Subject: RE: Why the Arabic World Turned Away from Science


Dear Dr Ben Ammar,


Thanks for sharing this controversial and perhaps confusing article. It starts with stating the greatness of the Muslims' contribution to science at a certain age, which the writer described as the ‘golden age’ though made every possible effort to relate that greatness to external factors. He has also tried hard to validate his points by first praising Muslims then turning quite hardly and inconsistently, at times, to make the problem lies within Islam itself and not any of the socio-political factors that he mentioned.

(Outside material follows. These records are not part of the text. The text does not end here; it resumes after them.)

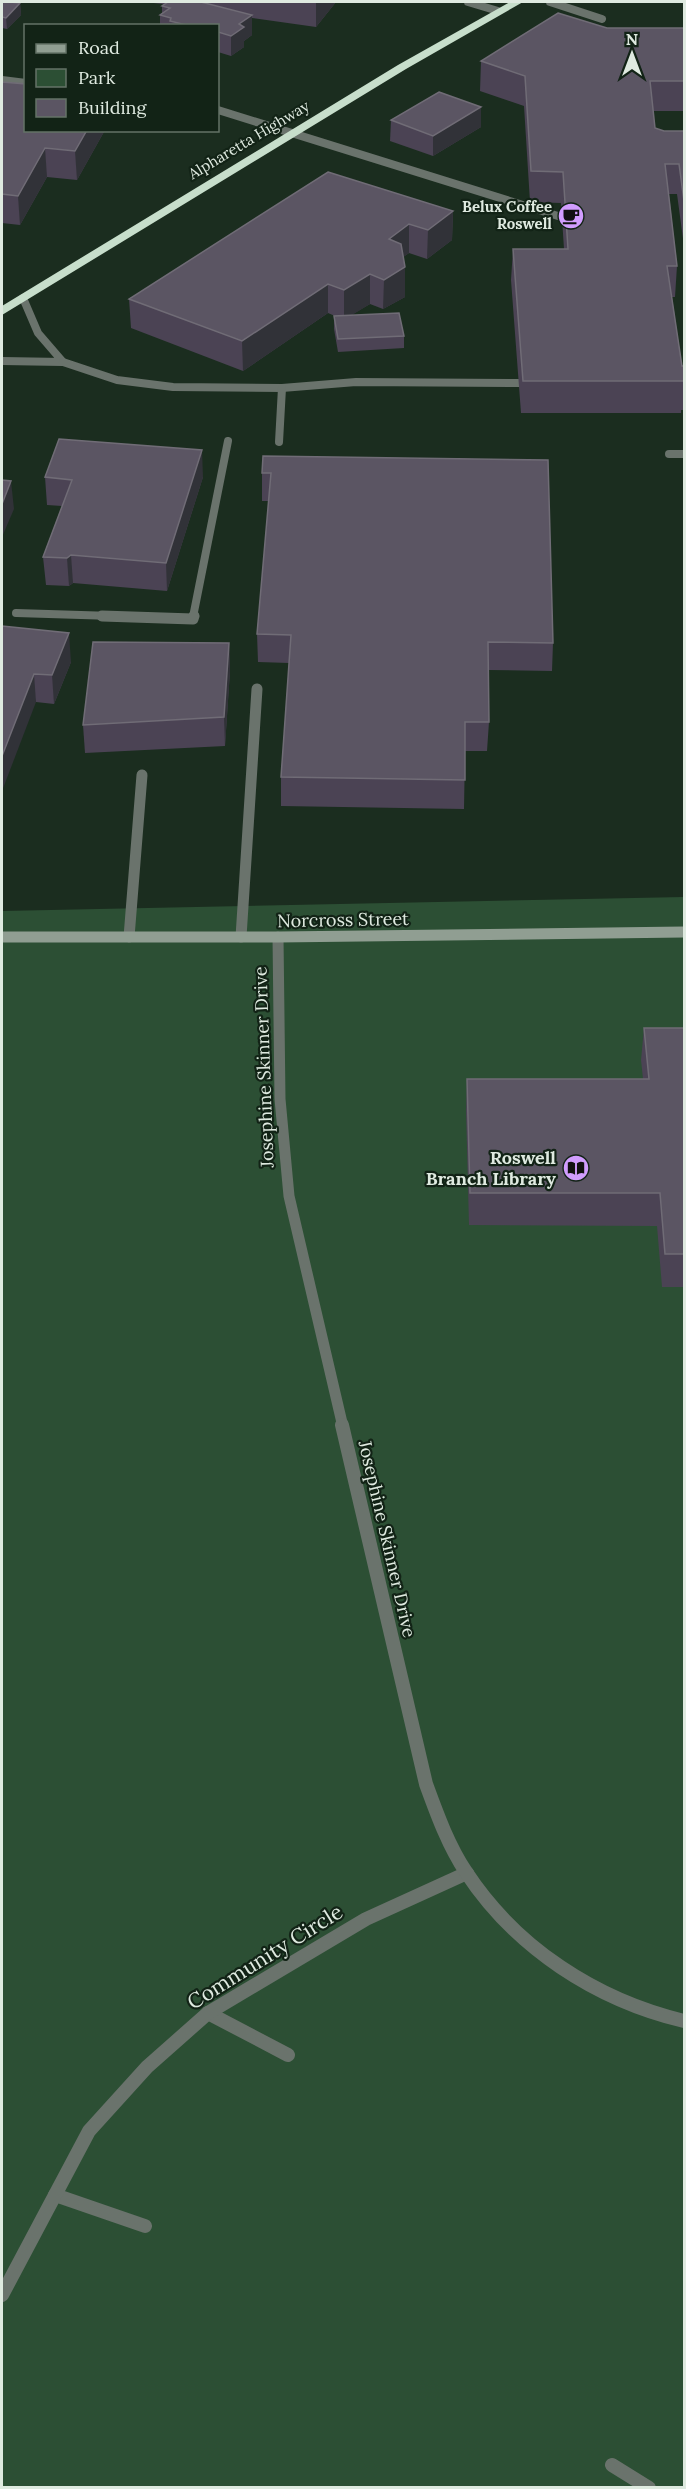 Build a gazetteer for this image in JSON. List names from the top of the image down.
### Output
{
  "streets": {
    "highway": ["Alpharetta Highway"],
    "street": ["Norcross Street", "Josephine Skinner Drive", "Community Circle"]
  },
  "crossings": [
    ["Norcross Street", "Josephine Skinner Drive"],
    ["Josephine Skinner Drive", "Community Circle"]
  ],
  "places": {
    "cafe": ["Belux Coffee Roswell"],
    "library": ["Roswell Branch Library"]
  },
  "legend": ["Road", "Park", "Building"],
  "north": "top"
} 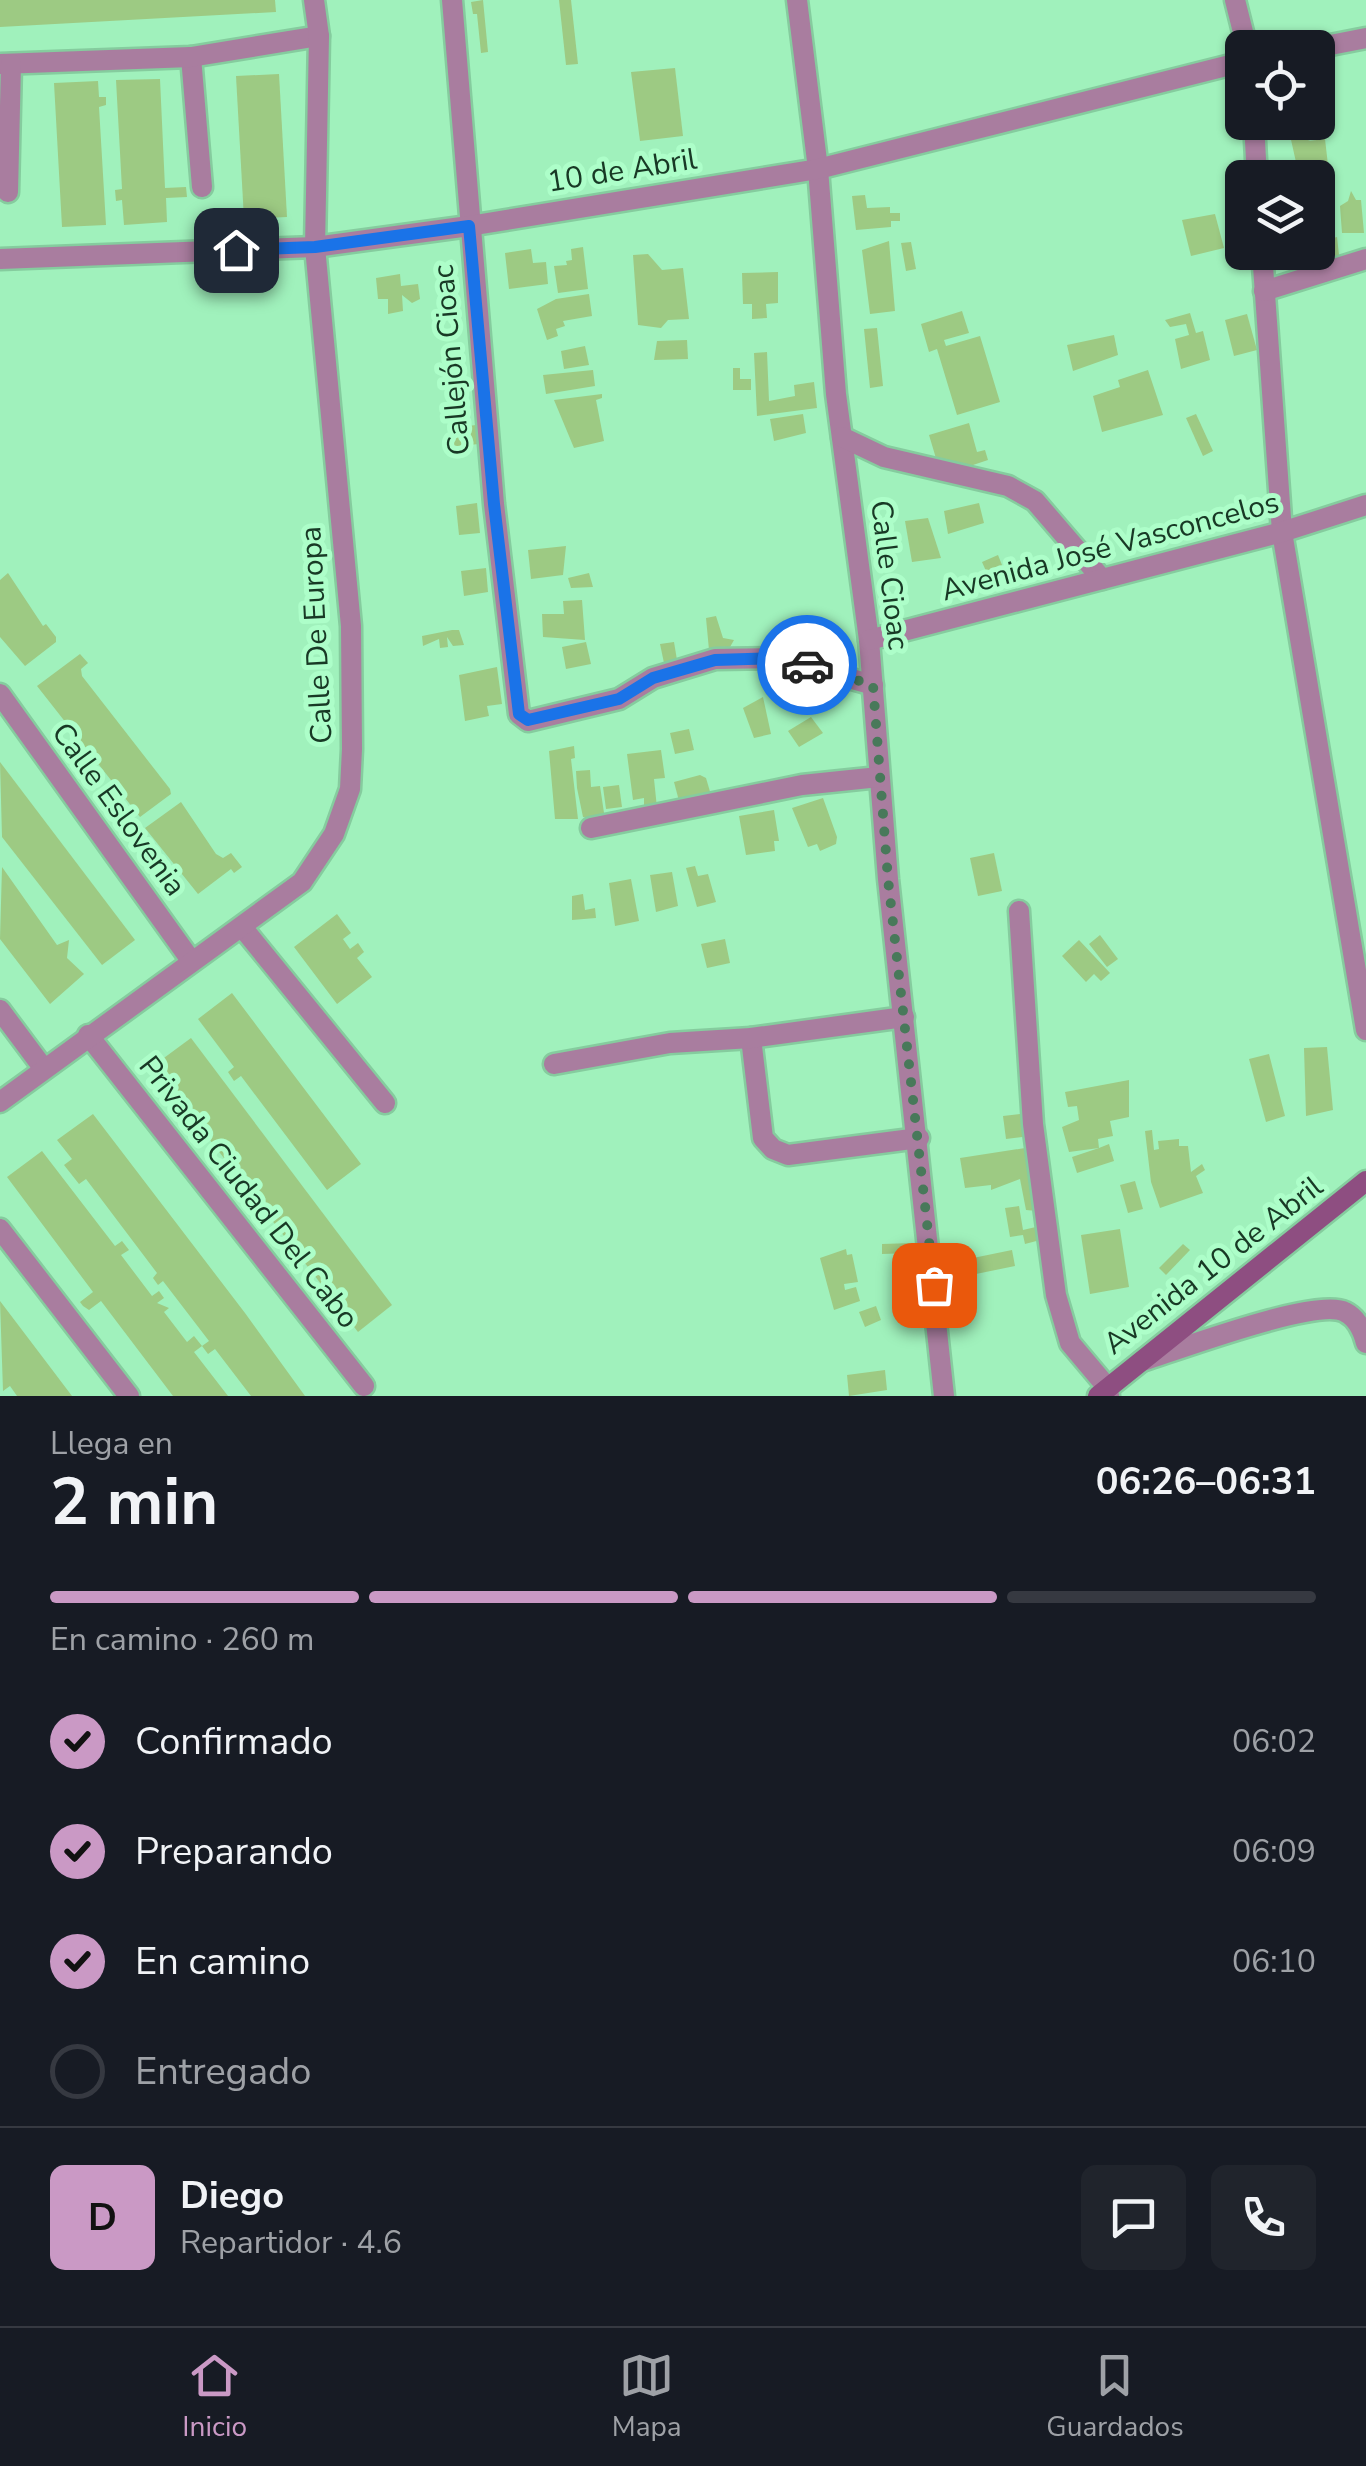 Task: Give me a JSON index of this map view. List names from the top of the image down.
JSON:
{
  "streets": {
    "street": [
      "10 de Abril",
      "Callejón Cioac",
      "Avenida José Vasconcelos",
      "Calle Cioac",
      "Calle De Europa",
      "Calle Eslovenia",
      "Privada Ciudad Del Cabo",
      "Avenida 10 de Abril"
    ]
  },
  "crossings": [
    ["10 de Abril", "Callejón Cioac"],
    ["10 de Abril", "Calle Cioac"],
    ["10 de Abril", "Calle De Europa"],
    ["Callejón Cioac", "Calle Cioac"],
    ["Avenida José Vasconcelos", "Calle Cioac"],
    ["Calle De Europa", "Calle Eslovenia"],
    ["Calle De Europa", "Privada Ciudad Del Cabo"]
  ],
  "page": {
    "heading": ["2 min", "Llega en", "06:26–06:31"],
    "panel": ["Diego", "Repartidor · 4.6"],
    "bar": "En camino · 260 m",
    "list": [
      ["Confirmado", "06:02"],
      ["Preparando", "06:09"],
      ["En camino", "06:10"],
      "Entregado"
    ],
    "round": "D",
    "tabs": ["Inicio", "Mapa", "Guardados"]
  }
}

I cannot respond to every single point he made (especially the areas that are beyond my expertise and knowledge) but there are few general comments that I can share. First, using the term ‘Islam’ is misleading and misguided in many ways. Which version of ‘Islam’ the author was referring to? He, himself, acknowledged that there are eras, sects and ideologies. Any of them can described as ‘Islam’, if you want to whether praise or condemn the faith.

Second, there was a huge gap in knowledge about the fundamentals of Islam as explained by the main and the secondary sources of Shariya. Even more, he has failed to mention, let alone explain, that Sharia has the four integrated and inter-dependent components of: manners/ethics/morality, legislation, rituals, and transactions. He failed to elaborate how the Muslim scholars have conducted extensive mental and moral reasoning and extraction of the main Islamic jurisprudence from the main sources and not (as the author tried to impose) that there was no criticism or critical thinking whatsoever.


That said, I do agree that we need more critical thinking and self-reflection among ourselves as Muslim academics. We should do this as a continuation of the previous efforts and not to detach ourselves from our past. The tricky part, though, and in which I agree with the author is to move forward from being merely defensive of a religion and history that we do no know well only because we are failing en mass to make our present worth our pride.

We have all seen great Muslim scientists and scholars who are contributing to the body of knowledge in almost every discipline, including astronomy and you may refer to NASA’s website for its Muslim staff scientists. They are there wherever you go in every university from Harvard to oxford to the Sorbonne to any other prestigious institution. We all know that being a Nobel laureate is only one indicator of such contribution but another internally renowned prizes like King Faisal’s use the same standards of Nobel and many of its rules nad judges to give their prizes. Even those who never got a prize at all should be deemed as useless or non-contributors.

All of them are Muslims and many of them are practicing Muslims. They did not have to leave Islam to invent and have patents.

This brings me to the importance of the socio-political factors that the author has tried to dash in a couple of sentences as irrelevant. They are indeed. No freedom, no development. Period. Under this level of totalitarian and corrupt ruling regimes in the four corners of the Muslim world, it is impossible to imagine a real or meaningful development, research and academic contribution.

In summary, I think the author raises very genuine points that are worth discussing and not simply put aside in the usual defensive approach.